[[ THE RECORDS, beginning ]]

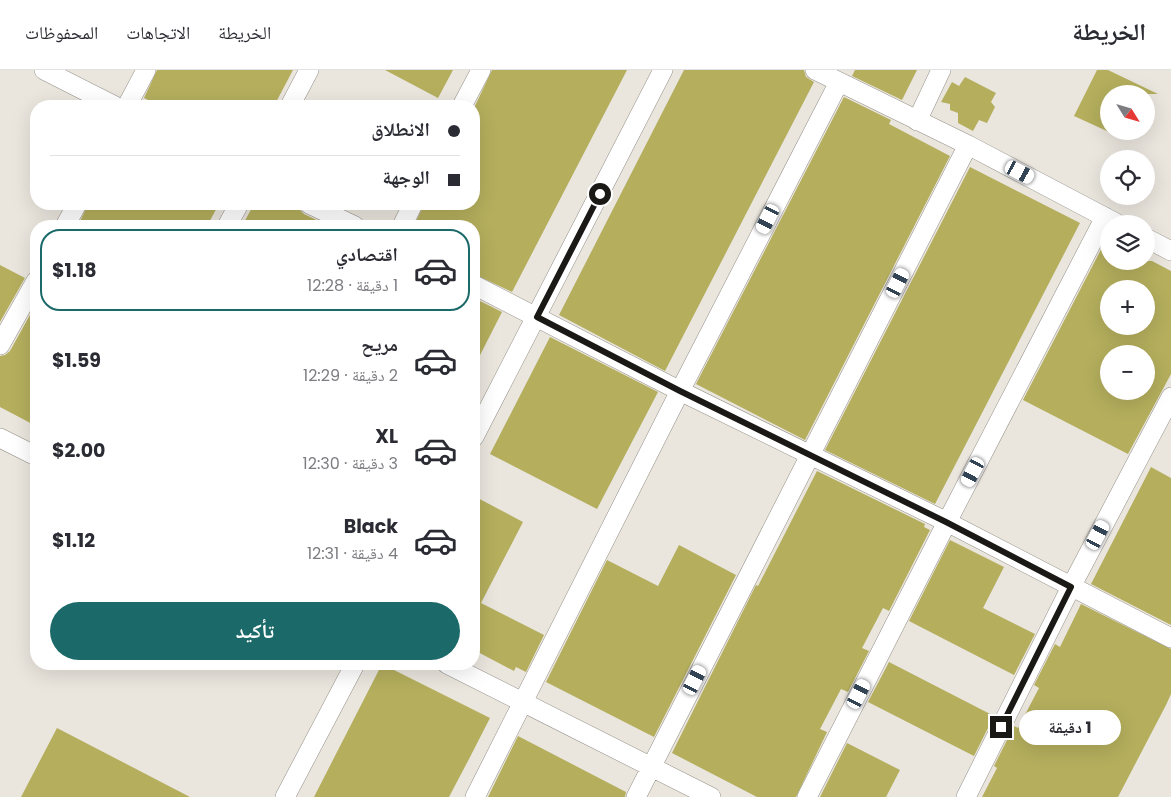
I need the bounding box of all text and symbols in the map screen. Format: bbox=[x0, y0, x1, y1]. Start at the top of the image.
text: الخريطة bbox=[1072, 15, 1146, 48]
text: المحفوظات bbox=[25, 20, 98, 45]
text: الاتجاهات bbox=[126, 20, 190, 45]
text: الخريطة bbox=[218, 20, 271, 45]
north arrow bbox=[1100, 85, 1155, 140]
map controls bbox=[1100, 85, 1155, 400]
text: الانطلاق bbox=[371, 116, 430, 143]
button: locate bbox=[1100, 150, 1155, 205]
car bbox=[1003, 158, 1036, 186]
text: الوجهة bbox=[382, 164, 430, 191]
route start bbox=[589, 183, 611, 205]
car bbox=[754, 202, 781, 236]
button: layers bbox=[1100, 215, 1155, 270]
text: اقتصادي bbox=[336, 241, 398, 268]
icon: car bbox=[413, 248, 458, 293]
text: $1.18 bbox=[52, 257, 96, 284]
car bbox=[884, 266, 911, 300]
text: 1 دقيقة · 12:28 bbox=[307, 274, 398, 297]
button: + bbox=[1100, 280, 1155, 335]
text: مريح bbox=[361, 331, 398, 358]
icon: car bbox=[413, 338, 458, 383]
button: − bbox=[1100, 345, 1155, 400]
text: $1.59 bbox=[52, 347, 101, 374]
text: 2 دقيقة · 12:29 bbox=[303, 364, 398, 387]
text: XL bbox=[375, 423, 398, 450]
icon: car bbox=[413, 428, 458, 473]
text: $2.00 bbox=[52, 437, 106, 464]
text: 3 دقيقة · 12:30 bbox=[303, 452, 398, 475]
car bbox=[959, 455, 986, 489]
text: Black bbox=[344, 513, 398, 540]
icon: car bbox=[413, 518, 458, 563]
car bbox=[1084, 518, 1111, 552]
text: $1.12 bbox=[52, 527, 95, 554]
text: 4 دقيقة · 12:31 bbox=[307, 542, 398, 565]
button: تأكيد bbox=[50, 602, 460, 660]
car bbox=[681, 663, 708, 697]
car bbox=[845, 677, 872, 711]
callout: 1 دقيقة bbox=[1018, 710, 1121, 744]
route end bbox=[990, 716, 1012, 738]
text: 1 دقيقة bbox=[1048, 716, 1092, 739]

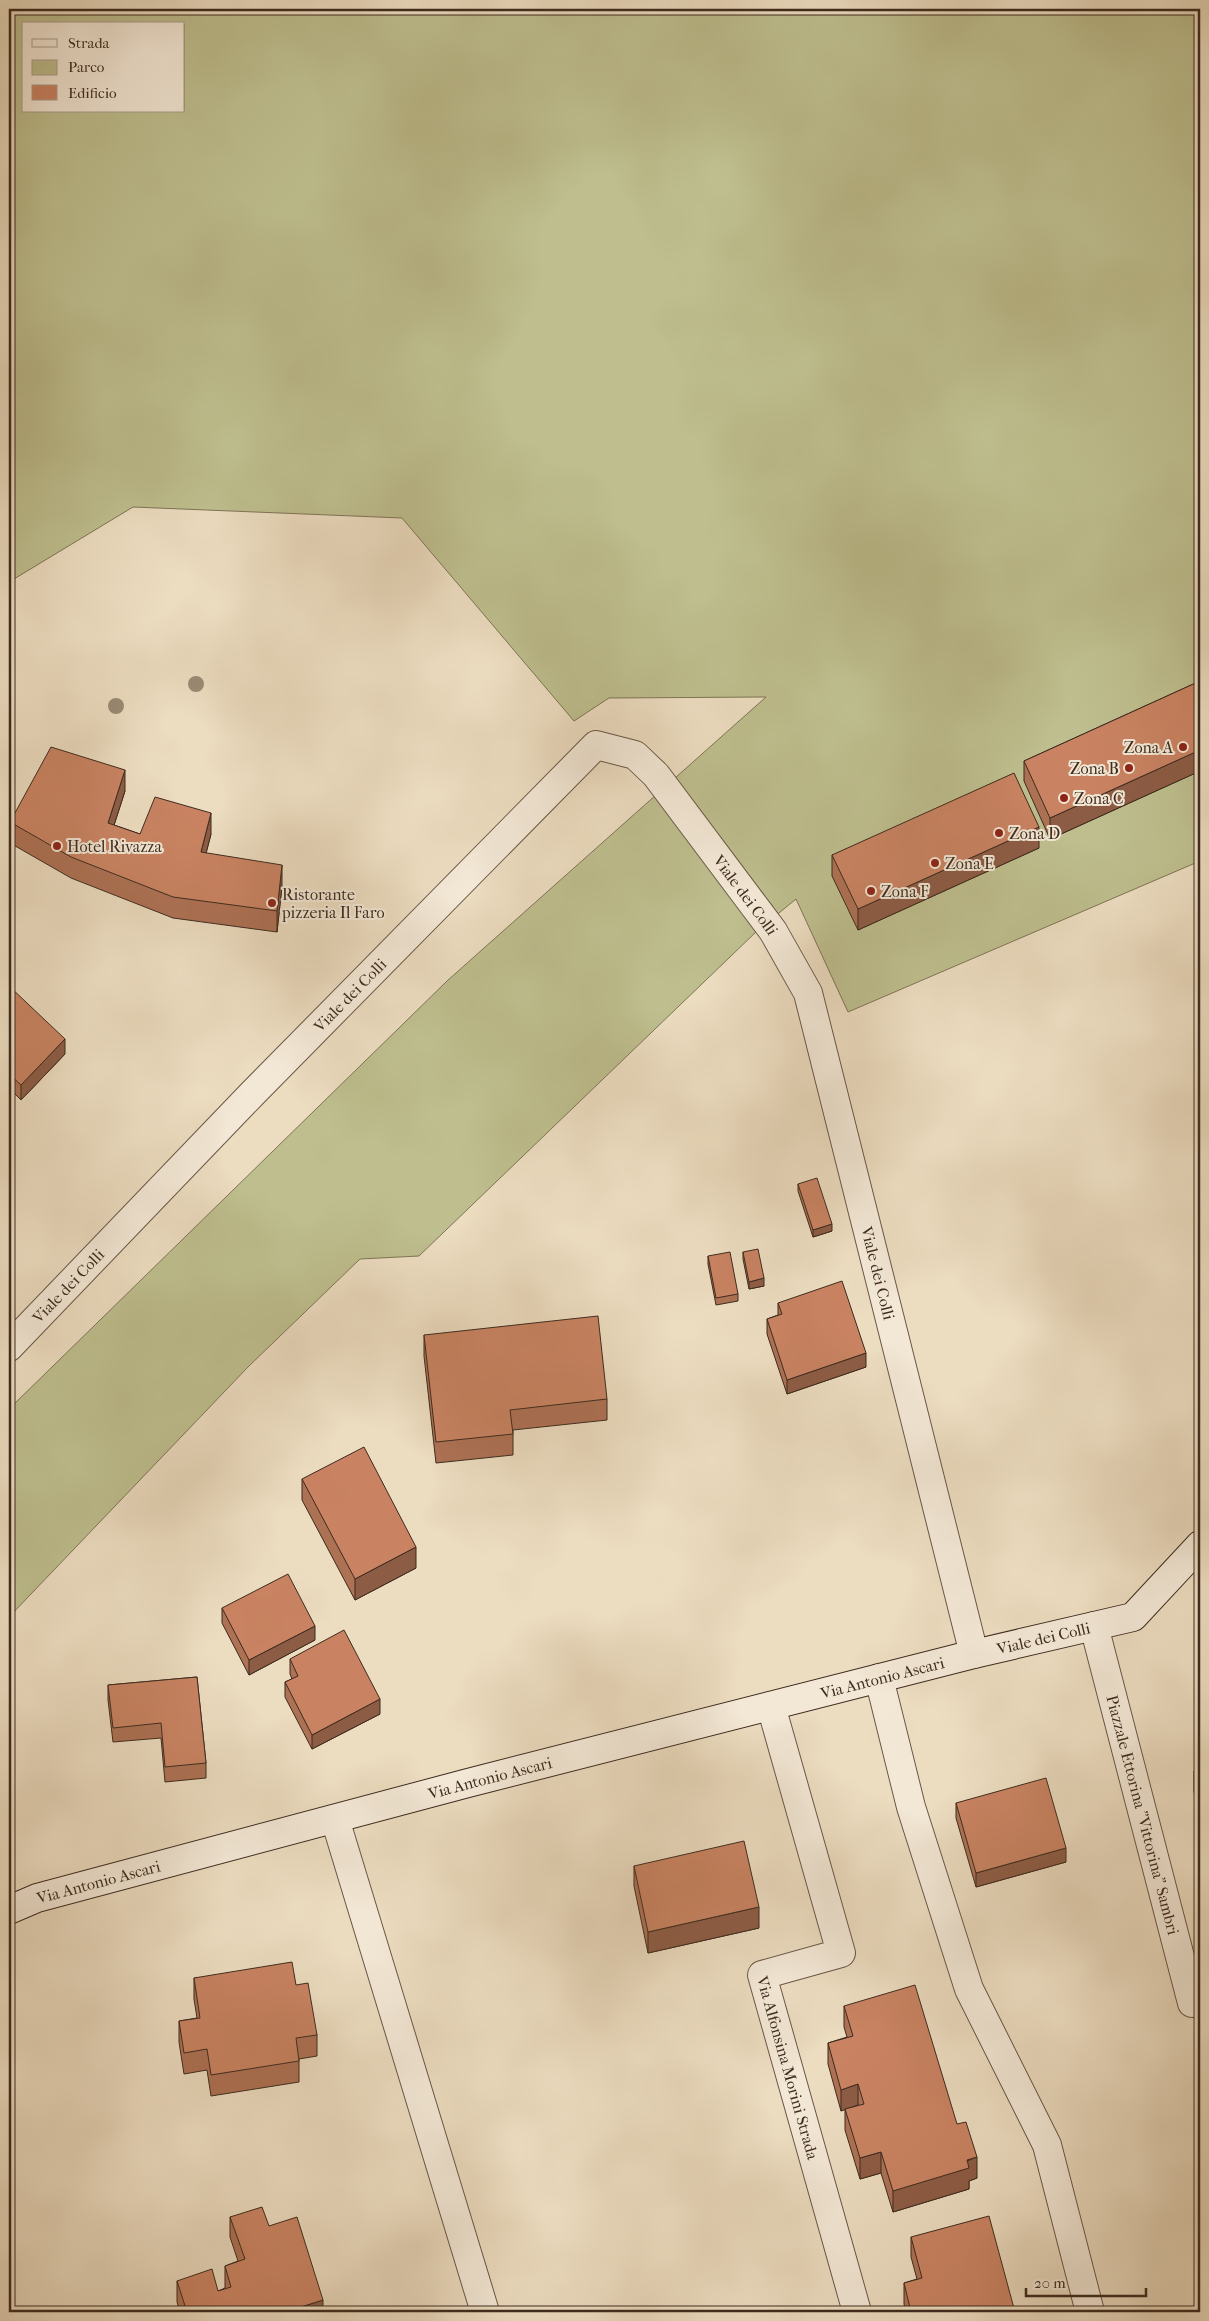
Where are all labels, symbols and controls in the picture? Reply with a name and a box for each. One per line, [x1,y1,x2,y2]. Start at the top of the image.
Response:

[[ THE RECORDS, end ]]

Your copy should hold every entry exactly as written, but none of the pictures.

TASK RESULT -
I need the bounding box of all text and symbols in the map screen. Format: bbox=[x0, y0, x1, y1]. Start at the top of the image.
text: الخريطة bbox=[1072, 15, 1146, 48]
text: المحفوظات bbox=[25, 20, 98, 45]
text: الاتجاهات bbox=[126, 20, 190, 45]
text: الخريطة bbox=[218, 20, 271, 45]
north arrow bbox=[1100, 85, 1155, 140]
map controls bbox=[1100, 85, 1155, 400]
text: الانطلاق bbox=[371, 116, 430, 143]
button: locate bbox=[1100, 150, 1155, 205]
car bbox=[1003, 158, 1036, 186]
text: الوجهة bbox=[382, 164, 430, 191]
route start bbox=[589, 183, 611, 205]
car bbox=[754, 202, 781, 236]
button: layers bbox=[1100, 215, 1155, 270]
text: اقتصادي bbox=[336, 241, 398, 268]
icon: car bbox=[413, 248, 458, 293]
text: $1.18 bbox=[52, 257, 96, 284]
car bbox=[884, 266, 911, 300]
text: 1 دقيقة · 12:28 bbox=[307, 274, 398, 297]
button: + bbox=[1100, 280, 1155, 335]
text: مريح bbox=[361, 331, 398, 358]
icon: car bbox=[413, 338, 458, 383]
button: − bbox=[1100, 345, 1155, 400]
text: $1.59 bbox=[52, 347, 101, 374]
text: 2 دقيقة · 12:29 bbox=[303, 364, 398, 387]
text: XL bbox=[375, 423, 398, 450]
icon: car bbox=[413, 428, 458, 473]
text: $2.00 bbox=[52, 437, 106, 464]
text: 3 دقيقة · 12:30 bbox=[303, 452, 398, 475]
car bbox=[959, 455, 986, 489]
text: Black bbox=[344, 513, 398, 540]
icon: car bbox=[413, 518, 458, 563]
car bbox=[1084, 518, 1111, 552]
text: $1.12 bbox=[52, 527, 95, 554]
text: 4 دقيقة · 12:31 bbox=[307, 542, 398, 565]
button: تأكيد bbox=[50, 602, 460, 660]
car bbox=[681, 663, 708, 697]
car bbox=[845, 677, 872, 711]
callout: 1 دقيقة bbox=[1018, 710, 1121, 744]
route end bbox=[990, 716, 1012, 738]
text: 1 دقيقة bbox=[1048, 716, 1092, 739]

Where are all labels, symbols and controls in the picture? Reply with a name and a box for each. One per line, [x1,y1,x2,y2]. Start at the top of the image.
Response:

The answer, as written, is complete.